▶ **Work to be completed**
All lines from the entries below that contain the string "stream" should be copied out.

Data entries:
━━━━━━━━━━━━━━━━━━━━

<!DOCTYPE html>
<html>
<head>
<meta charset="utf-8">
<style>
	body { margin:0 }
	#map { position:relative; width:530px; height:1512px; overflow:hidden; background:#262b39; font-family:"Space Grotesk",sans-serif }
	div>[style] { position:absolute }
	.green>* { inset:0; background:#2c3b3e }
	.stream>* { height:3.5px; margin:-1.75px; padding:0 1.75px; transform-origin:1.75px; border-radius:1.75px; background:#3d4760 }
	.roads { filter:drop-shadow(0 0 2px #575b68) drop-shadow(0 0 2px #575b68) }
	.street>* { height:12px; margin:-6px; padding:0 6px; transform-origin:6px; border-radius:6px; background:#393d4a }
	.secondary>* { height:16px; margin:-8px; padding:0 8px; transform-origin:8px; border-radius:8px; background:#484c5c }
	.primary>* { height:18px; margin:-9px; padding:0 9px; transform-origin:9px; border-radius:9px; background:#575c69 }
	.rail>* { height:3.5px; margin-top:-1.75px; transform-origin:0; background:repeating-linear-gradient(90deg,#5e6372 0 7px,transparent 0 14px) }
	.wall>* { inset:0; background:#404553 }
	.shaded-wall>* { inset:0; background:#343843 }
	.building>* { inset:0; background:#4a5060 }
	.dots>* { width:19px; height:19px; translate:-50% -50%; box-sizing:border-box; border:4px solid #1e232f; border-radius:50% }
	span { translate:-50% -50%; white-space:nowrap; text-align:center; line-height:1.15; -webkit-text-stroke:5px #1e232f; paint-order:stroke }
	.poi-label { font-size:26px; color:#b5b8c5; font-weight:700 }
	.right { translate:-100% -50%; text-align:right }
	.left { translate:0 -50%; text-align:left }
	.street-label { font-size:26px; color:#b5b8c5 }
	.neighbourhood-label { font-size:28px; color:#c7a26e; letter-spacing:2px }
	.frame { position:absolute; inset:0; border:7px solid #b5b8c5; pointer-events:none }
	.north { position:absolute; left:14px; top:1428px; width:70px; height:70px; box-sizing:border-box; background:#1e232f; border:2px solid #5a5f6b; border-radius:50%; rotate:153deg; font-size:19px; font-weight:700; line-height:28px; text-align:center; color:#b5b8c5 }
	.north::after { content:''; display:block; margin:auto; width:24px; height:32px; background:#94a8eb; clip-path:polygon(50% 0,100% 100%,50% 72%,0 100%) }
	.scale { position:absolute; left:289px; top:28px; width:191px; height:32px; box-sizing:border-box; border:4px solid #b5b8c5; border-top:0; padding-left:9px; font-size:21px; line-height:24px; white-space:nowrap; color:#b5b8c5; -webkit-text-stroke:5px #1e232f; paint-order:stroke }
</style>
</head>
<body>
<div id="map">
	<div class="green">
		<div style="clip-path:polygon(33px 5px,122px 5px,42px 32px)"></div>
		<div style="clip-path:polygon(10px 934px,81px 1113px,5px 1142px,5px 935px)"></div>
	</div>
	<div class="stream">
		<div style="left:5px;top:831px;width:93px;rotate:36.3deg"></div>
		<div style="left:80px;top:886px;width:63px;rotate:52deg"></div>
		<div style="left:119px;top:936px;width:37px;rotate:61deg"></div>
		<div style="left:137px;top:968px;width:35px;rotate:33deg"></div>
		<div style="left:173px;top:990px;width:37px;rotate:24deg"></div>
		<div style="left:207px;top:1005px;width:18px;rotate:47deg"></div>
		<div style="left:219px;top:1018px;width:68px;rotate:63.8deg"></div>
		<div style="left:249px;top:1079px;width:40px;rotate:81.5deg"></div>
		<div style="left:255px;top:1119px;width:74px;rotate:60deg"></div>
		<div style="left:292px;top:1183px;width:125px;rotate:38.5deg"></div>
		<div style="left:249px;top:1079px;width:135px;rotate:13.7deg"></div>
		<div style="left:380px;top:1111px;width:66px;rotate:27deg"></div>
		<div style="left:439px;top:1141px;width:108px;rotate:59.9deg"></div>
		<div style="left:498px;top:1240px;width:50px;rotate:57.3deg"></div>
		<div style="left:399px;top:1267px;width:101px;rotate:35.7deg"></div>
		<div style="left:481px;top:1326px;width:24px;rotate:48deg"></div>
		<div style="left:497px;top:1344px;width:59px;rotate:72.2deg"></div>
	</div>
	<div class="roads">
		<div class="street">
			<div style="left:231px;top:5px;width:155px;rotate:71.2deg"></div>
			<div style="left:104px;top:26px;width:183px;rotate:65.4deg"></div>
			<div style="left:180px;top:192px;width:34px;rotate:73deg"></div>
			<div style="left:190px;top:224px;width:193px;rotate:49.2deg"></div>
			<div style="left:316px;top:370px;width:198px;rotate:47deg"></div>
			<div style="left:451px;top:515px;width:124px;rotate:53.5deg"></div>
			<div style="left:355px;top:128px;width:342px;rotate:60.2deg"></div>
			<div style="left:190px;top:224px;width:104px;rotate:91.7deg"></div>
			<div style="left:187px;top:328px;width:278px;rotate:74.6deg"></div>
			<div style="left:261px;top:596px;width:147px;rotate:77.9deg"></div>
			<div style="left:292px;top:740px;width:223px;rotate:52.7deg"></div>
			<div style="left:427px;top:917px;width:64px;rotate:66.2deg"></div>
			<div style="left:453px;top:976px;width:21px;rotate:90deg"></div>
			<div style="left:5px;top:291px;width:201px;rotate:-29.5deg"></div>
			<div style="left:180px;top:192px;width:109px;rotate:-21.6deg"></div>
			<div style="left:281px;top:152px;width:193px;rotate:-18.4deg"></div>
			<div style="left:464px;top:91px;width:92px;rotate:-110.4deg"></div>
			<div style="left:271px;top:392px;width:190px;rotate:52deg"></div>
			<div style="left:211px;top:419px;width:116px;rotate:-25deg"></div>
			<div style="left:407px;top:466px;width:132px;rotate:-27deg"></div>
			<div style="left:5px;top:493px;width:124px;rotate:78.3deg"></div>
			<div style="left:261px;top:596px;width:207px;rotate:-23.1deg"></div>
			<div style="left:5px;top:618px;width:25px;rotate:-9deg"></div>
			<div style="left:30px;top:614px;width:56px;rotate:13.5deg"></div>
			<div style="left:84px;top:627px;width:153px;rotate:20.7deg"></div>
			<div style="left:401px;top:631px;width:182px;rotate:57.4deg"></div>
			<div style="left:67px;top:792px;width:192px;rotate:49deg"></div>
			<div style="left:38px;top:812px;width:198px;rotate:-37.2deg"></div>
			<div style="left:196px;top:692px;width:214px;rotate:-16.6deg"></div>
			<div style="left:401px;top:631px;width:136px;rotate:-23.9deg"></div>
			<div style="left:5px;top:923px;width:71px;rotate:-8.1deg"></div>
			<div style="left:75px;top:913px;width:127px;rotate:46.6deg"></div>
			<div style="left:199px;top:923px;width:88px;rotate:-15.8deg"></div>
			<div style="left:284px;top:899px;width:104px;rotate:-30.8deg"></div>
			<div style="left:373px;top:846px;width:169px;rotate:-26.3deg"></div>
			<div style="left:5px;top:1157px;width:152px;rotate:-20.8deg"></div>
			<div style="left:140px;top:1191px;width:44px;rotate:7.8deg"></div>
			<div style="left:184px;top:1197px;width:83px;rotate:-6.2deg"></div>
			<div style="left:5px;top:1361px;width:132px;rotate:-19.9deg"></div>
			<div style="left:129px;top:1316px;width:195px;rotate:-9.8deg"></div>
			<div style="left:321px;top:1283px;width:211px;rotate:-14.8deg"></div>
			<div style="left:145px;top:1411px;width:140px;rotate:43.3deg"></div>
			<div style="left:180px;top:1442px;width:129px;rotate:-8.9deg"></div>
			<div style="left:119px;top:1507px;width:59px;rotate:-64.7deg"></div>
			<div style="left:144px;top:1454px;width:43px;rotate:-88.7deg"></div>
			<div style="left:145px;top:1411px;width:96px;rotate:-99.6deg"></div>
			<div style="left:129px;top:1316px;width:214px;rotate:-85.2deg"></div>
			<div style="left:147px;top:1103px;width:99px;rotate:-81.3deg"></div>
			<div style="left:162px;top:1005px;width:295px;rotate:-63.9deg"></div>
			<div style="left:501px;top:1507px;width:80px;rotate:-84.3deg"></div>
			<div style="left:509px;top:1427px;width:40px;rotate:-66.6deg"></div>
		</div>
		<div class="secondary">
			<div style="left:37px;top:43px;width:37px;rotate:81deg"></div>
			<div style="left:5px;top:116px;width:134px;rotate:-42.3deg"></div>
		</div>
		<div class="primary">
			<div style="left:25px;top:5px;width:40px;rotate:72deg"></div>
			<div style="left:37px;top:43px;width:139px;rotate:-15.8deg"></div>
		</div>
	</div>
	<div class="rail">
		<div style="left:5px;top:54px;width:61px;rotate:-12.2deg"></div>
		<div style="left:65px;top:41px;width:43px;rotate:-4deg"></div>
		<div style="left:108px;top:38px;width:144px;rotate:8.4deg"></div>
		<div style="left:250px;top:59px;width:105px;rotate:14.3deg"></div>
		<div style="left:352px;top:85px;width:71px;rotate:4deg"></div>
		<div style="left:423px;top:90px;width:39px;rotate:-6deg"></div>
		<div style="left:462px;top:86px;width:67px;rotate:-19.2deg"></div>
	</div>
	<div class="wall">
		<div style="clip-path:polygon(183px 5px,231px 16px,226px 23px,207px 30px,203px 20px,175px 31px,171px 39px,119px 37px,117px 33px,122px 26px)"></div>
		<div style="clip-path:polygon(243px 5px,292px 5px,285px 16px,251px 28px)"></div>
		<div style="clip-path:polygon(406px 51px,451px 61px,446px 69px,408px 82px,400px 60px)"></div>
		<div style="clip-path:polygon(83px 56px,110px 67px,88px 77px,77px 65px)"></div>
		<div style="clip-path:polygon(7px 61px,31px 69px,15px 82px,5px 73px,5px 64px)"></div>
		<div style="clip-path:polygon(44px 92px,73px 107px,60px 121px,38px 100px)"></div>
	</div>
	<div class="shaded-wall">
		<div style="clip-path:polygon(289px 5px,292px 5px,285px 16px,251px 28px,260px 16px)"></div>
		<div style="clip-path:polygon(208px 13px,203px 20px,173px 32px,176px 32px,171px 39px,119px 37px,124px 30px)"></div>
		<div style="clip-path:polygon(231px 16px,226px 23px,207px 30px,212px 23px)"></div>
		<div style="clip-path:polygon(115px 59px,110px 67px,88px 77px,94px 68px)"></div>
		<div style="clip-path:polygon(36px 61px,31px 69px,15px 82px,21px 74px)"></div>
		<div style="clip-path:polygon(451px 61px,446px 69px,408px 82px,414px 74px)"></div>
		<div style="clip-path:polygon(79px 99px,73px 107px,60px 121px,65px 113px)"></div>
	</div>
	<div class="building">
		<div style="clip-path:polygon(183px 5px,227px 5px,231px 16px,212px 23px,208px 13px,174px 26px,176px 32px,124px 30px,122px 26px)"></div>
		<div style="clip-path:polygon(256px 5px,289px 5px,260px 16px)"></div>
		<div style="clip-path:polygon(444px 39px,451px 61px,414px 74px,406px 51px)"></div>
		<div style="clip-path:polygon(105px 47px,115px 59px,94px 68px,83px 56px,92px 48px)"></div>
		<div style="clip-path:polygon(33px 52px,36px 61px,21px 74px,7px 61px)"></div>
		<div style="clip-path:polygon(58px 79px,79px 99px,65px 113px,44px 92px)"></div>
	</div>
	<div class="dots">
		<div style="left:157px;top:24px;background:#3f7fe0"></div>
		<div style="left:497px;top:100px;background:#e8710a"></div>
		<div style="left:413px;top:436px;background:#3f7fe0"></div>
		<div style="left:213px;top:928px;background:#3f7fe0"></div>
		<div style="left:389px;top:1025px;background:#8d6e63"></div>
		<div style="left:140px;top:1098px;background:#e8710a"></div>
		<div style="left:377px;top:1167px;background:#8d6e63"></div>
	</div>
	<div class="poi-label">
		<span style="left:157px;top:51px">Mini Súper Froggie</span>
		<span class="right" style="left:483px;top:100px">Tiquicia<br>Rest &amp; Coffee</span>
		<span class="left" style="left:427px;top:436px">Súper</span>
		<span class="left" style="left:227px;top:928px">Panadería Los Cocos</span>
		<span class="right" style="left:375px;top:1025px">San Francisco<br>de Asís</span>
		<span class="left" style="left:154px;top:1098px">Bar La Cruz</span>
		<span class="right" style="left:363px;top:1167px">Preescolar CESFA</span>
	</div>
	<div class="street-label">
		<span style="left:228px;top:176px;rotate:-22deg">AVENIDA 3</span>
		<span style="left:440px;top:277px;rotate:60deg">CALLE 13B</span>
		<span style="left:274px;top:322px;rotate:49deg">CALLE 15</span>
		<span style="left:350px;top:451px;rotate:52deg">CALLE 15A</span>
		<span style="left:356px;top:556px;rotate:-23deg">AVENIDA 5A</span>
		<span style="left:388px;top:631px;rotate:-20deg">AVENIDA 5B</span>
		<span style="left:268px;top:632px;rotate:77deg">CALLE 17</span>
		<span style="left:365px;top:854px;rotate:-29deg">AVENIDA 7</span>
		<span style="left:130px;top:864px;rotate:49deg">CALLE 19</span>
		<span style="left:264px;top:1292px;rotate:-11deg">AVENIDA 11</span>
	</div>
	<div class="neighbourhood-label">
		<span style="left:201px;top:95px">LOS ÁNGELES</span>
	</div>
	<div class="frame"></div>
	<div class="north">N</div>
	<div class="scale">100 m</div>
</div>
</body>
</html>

━━━━━━━━━━━━━━━━━━━━

▶ **Answer for the task**
	.stream>* { height:3.5px; margin:-1.75px; padding:0 1.75px; transform-origin:1.75px; border-radius:1.75px; background:#3d4760 }
	<div class="stream">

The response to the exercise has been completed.